* _Task data_:
--- START ---
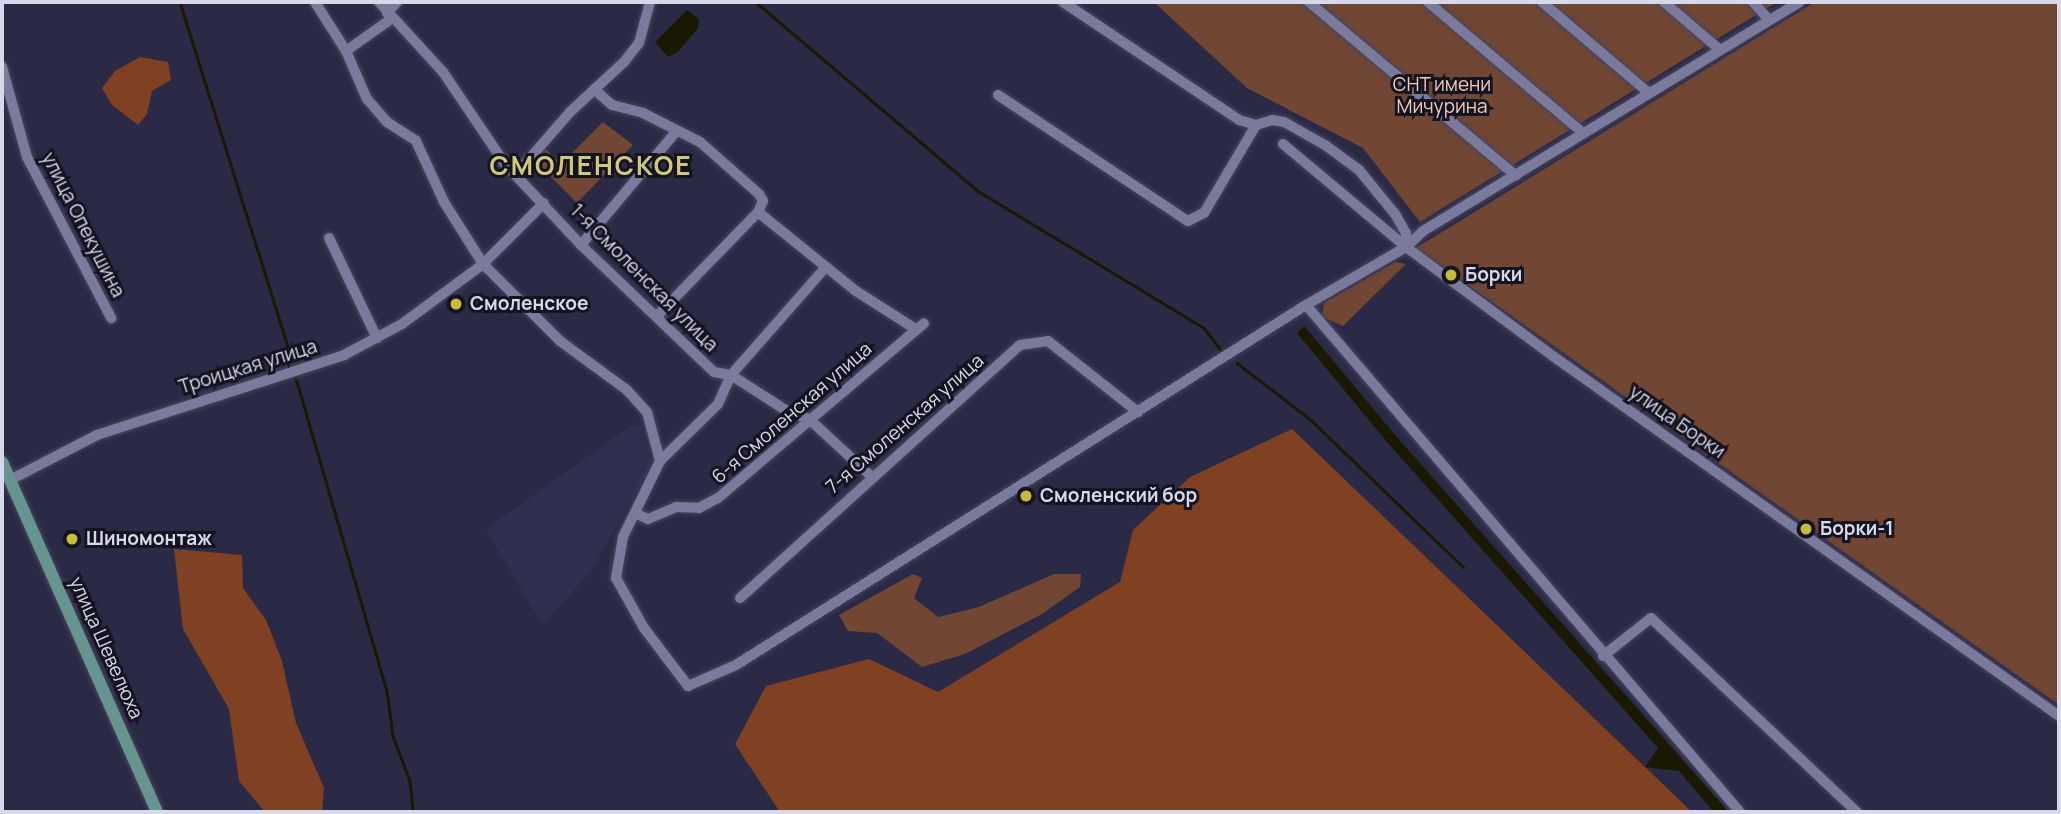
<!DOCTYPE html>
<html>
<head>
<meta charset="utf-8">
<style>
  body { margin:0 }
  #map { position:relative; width:2061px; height:814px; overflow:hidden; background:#2b2a46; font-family:Manrope,sans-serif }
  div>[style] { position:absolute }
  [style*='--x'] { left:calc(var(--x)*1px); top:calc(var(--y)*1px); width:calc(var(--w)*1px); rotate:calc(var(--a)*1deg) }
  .built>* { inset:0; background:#302f52 }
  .green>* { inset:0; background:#714633 }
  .forest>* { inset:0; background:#804022 }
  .water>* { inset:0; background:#1b1802 }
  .stream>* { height:2.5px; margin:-1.25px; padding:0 1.25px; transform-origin:1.25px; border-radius:1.25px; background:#1b1802 }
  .roads { filter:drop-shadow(0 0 2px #47455e) drop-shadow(0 0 2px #47455e) }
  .minor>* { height:10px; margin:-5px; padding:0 5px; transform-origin:5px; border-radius:5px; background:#7a7a9c }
  .major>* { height:12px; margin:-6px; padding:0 6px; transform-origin:6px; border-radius:6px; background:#65958e }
  .dots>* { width:19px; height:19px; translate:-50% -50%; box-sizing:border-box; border:4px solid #141421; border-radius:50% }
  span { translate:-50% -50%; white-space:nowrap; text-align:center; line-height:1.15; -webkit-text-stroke:6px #141421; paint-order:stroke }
  .park-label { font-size:19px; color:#f2cab9 }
  .street-label { font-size:19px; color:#d8d8eb }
  .poi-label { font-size:19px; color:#d8d8eb; font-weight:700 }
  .left { translate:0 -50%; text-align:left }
  .district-label { font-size:26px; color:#d0c97b; font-weight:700; letter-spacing:2px }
  .frame { position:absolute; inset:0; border:4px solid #d8d8eb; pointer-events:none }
</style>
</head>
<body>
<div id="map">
  <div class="built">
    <i style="clip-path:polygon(632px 425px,641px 427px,652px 464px,589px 574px,542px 625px,486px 529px)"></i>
  </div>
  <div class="green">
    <i style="clip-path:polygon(1154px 2px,1777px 2px,1420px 222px,1363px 148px,1247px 88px)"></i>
    <i style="clip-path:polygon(1815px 2px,2059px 2px,2059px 705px,1416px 248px)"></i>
    <i style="clip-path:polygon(603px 122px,633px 145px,577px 203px,534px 160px,546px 149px,561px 164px)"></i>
    <i style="clip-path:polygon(1395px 262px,1406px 264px,1343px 326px,1322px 317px,1324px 303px)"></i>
    <i style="clip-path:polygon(913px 574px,922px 578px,914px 598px,938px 617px,979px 607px,1054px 574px,1081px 574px,1080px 587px,1042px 614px,965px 654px,922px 667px,877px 633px,848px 631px,839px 615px)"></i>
  </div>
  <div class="forest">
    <i style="clip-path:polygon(140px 57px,168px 62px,171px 80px,152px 91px,147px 114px,138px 125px,112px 105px,102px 88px,115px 71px)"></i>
    <i style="clip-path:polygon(1292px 429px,1692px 812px,780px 812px,735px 744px,766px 686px,869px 659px,938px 692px,1120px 582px,1133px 530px,1190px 477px)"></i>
    <i style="clip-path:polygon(174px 549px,242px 555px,243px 588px,266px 620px,282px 661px,296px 723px,324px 788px,322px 812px,265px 812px,239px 781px,229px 709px,183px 629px)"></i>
  </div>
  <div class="water">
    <i style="clip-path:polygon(687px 10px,699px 19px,698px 28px,678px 52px,668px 57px,655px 42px)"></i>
    <i style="clip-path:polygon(1304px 326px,1402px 443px,1729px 812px,1714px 812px,1679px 771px,1645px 767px,1658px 748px,1387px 442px,1297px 333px)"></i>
  </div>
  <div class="stream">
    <i style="--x:180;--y:2;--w:374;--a:72.6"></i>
    <i style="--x:756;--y:2;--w:292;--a:40.4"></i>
    <i style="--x:978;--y:191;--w:264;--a:31.2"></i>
    <i style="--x:1204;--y:328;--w:31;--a:52"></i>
    <i style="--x:1237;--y:363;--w:92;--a:37.5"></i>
    <i style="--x:1310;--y:419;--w:213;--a:44"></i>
    <i style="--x:296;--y:378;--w:326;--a:73.8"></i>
    <i style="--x:387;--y:691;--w:45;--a:82.4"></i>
    <i style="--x:393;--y:736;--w:48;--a:69.3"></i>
    <i style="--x:410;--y:781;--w:31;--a:84"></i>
  </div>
  <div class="roads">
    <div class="minor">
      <i style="--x:315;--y:2;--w:58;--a:57.7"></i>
      <i style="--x:346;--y:51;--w:52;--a:66.4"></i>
      <i style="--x:367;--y:99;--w:30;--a:49"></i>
      <i style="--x:387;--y:122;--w:35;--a:33"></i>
      <i style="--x:416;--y:141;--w:67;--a:65.3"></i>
      <i style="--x:444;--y:202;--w:73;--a:57.8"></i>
      <i style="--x:483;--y:264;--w:109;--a:45"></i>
      <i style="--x:560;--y:341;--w:83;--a:36.2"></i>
      <i style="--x:627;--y:390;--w:30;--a:48"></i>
      <i style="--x:647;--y:412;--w:51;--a:75.1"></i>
      <i style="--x:660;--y:461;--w:85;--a:116"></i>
      <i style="--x:623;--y:537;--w:42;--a:99.7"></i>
      <i style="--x:616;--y:578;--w:57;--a:60.8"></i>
      <i style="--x:644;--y:628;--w:73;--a:52.8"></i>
      <i style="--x:688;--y:686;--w:52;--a:-23.6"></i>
      <i style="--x:736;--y:665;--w:674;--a:-32.28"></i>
      <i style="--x:1306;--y:305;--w:116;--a:-30.1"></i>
      <i style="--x:1406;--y:247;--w:23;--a:-43"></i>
      <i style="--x:1423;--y:231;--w:441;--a:-31.3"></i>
      <i style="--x:379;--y:2;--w:95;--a:47.6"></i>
      <i style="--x:443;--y:72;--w:111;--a:56"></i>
      <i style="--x:505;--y:164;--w:111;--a:46.8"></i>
      <i style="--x:581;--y:245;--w:184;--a:43.7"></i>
      <i style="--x:714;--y:372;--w:17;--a:10"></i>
      <i style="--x:731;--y:375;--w:67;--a:32.7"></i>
      <i style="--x:787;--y:411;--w:23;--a:20"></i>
      <i style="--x:809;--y:419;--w:84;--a:42.6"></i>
      <i style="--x:1063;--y:2;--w:212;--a:33.8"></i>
      <i style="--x:1239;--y:120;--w:18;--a:16"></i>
      <i style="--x:1256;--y:125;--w:17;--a:-17"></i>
      <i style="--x:1272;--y:120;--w:12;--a:9"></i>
      <i style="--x:1284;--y:122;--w:47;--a:29.3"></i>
      <i style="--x:1325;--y:145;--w:42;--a:36.3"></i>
      <i style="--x:1359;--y:170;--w:57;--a:50.7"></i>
      <i style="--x:1395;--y:214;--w:22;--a:60"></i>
      <i style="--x:1406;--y:233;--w:14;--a:90"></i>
      <i style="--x:1309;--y:2;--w:270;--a:40"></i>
      <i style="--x:1428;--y:2;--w:203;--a:40.2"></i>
      <i style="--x:1542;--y:2;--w:140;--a:40.4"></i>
      <i style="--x:1664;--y:2;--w:72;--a:40.5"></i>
      <i style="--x:1753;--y:2;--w:24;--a:48"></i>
      <i style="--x:387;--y:13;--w:15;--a:-48"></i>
      <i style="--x:346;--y:51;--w:55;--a:-35.4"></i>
      <i style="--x:2;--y:67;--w:93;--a:74.5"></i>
      <i style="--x:27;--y:157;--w:182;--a:62.4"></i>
      <i style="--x:594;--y:89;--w:24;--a:42"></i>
      <i style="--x:612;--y:105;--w:32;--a:14"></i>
      <i style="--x:643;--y:113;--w:64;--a:27"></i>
      <i style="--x:700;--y:142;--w:79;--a:41.4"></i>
      <i style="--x:759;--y:194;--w:8;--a:60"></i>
      <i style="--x:763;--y:201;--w:12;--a:114"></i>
      <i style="--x:758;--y:212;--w:126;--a:38.9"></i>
      <i style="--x:856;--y:291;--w:72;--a:32.6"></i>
      <i style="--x:998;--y:95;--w:228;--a:33.6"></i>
      <i style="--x:1188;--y:221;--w:18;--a:-27"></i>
      <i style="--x:1204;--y:213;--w:102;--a:-59.4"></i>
      <i style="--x:1283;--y:144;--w:160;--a:39.9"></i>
      <i style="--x:1406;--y:247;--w:183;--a:36.6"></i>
      <i style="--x:1553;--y:356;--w:621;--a:35.43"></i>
      <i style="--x:516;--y:174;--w:82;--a:-48.9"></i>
      <i style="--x:570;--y:112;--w:74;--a:-42.8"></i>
      <i style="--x:624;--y:62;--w:24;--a:-52"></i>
      <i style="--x:639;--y:43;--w:42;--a:-75"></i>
      <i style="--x:329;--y:238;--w:111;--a:64.4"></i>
      <i style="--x:581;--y:245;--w:146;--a:-50"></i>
      <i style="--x:1306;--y:305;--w:667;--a:49.44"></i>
      <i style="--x:658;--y:315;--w:144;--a:-45.8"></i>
      <i style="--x:660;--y:461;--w:81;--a:-44.5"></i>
      <i style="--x:718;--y:404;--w:32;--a:-66"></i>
      <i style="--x:731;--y:375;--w:142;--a:-48.7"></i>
      <i style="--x:10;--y:480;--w:98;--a:-27.3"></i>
      <i style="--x:97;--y:435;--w:260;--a:-17.9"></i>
      <i style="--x:344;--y:355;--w:66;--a:-28.1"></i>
      <i style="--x:402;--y:324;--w:101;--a:-36.5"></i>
      <i style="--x:483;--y:264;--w:86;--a:-45"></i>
      <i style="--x:635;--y:513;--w:14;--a:25"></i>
      <i style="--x:648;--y:519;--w:30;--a:-23"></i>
      <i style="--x:676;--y:507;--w:23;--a:2"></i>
      <i style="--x:699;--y:508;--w:21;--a:-28"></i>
      <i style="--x:718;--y:498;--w:270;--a:-40.3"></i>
      <i style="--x:740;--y:598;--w:377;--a:-42.1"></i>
      <i style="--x:1020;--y:345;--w:28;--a:-8"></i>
      <i style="--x:1048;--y:341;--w:115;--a:38.3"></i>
      <i style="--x:1603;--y:656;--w:61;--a:-38.4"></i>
      <i style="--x:1651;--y:618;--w:283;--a:43.3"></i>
    </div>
    <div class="major">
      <i style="--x:2;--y:462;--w:383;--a:66.1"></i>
    </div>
  </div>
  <div class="dots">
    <i style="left:1451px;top:275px;background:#c7bb3c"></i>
    <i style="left:456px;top:304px;background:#c7bb3c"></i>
    <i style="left:1026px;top:496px;background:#c7bb3c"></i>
    <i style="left:1806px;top:529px;background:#c7bb3c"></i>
    <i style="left:72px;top:539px;background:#c7bb3c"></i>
  </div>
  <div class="park-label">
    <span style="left:1442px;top:96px">СНТ имени<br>Мичурина</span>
  </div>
  <div class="street-label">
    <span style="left:83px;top:225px;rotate:63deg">улица Опекушина</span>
    <span style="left:644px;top:278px;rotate:45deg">1-я Смоленская улица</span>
    <span style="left:248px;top:367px;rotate:-17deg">Троицкая улица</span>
    <span style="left:792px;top:413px;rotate:-41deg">6-я Смоленская улица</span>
    <span style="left:1677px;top:422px;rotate:35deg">улица Борки</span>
    <span style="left:905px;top:424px;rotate:-41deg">7-я Смоленская улица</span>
    <span style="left:106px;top:648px;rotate:66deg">улица Шевелюха</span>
  </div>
  <div class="poi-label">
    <span class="left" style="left:1465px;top:275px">Борки</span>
    <span class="left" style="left:470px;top:304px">Смоленское</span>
    <span class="left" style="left:1040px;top:496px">Смоленский бор</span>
    <span class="left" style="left:1820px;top:529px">Борки-1</span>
    <span class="left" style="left:86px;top:539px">Шиномонтаж</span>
  </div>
  <div class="district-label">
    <span style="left:591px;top:166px">СМОЛЕНСКОЕ</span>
  </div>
  <div class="frame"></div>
</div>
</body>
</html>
--- END ---
* _Assignment_: Out of the material above, output word for word the line with "height:10px; margin:-5px; padding:0", the line with "width:19px; height:19px; translate:-50%", and all lines between them, with nothing else.

* _Output of the exercise_:
  .minor>* { height:10px; margin:-5px; padding:0 5px; transform-origin:5px; border-radius:5px; background:#7a7a9c }
  .major>* { height:12px; margin:-6px; padding:0 6px; transform-origin:6px; border-radius:6px; background:#65958e }
  .dots>* { width:19px; height:19px; translate:-50% -50%; box-sizing:border-box; border:4px solid #141421; border-radius:50% }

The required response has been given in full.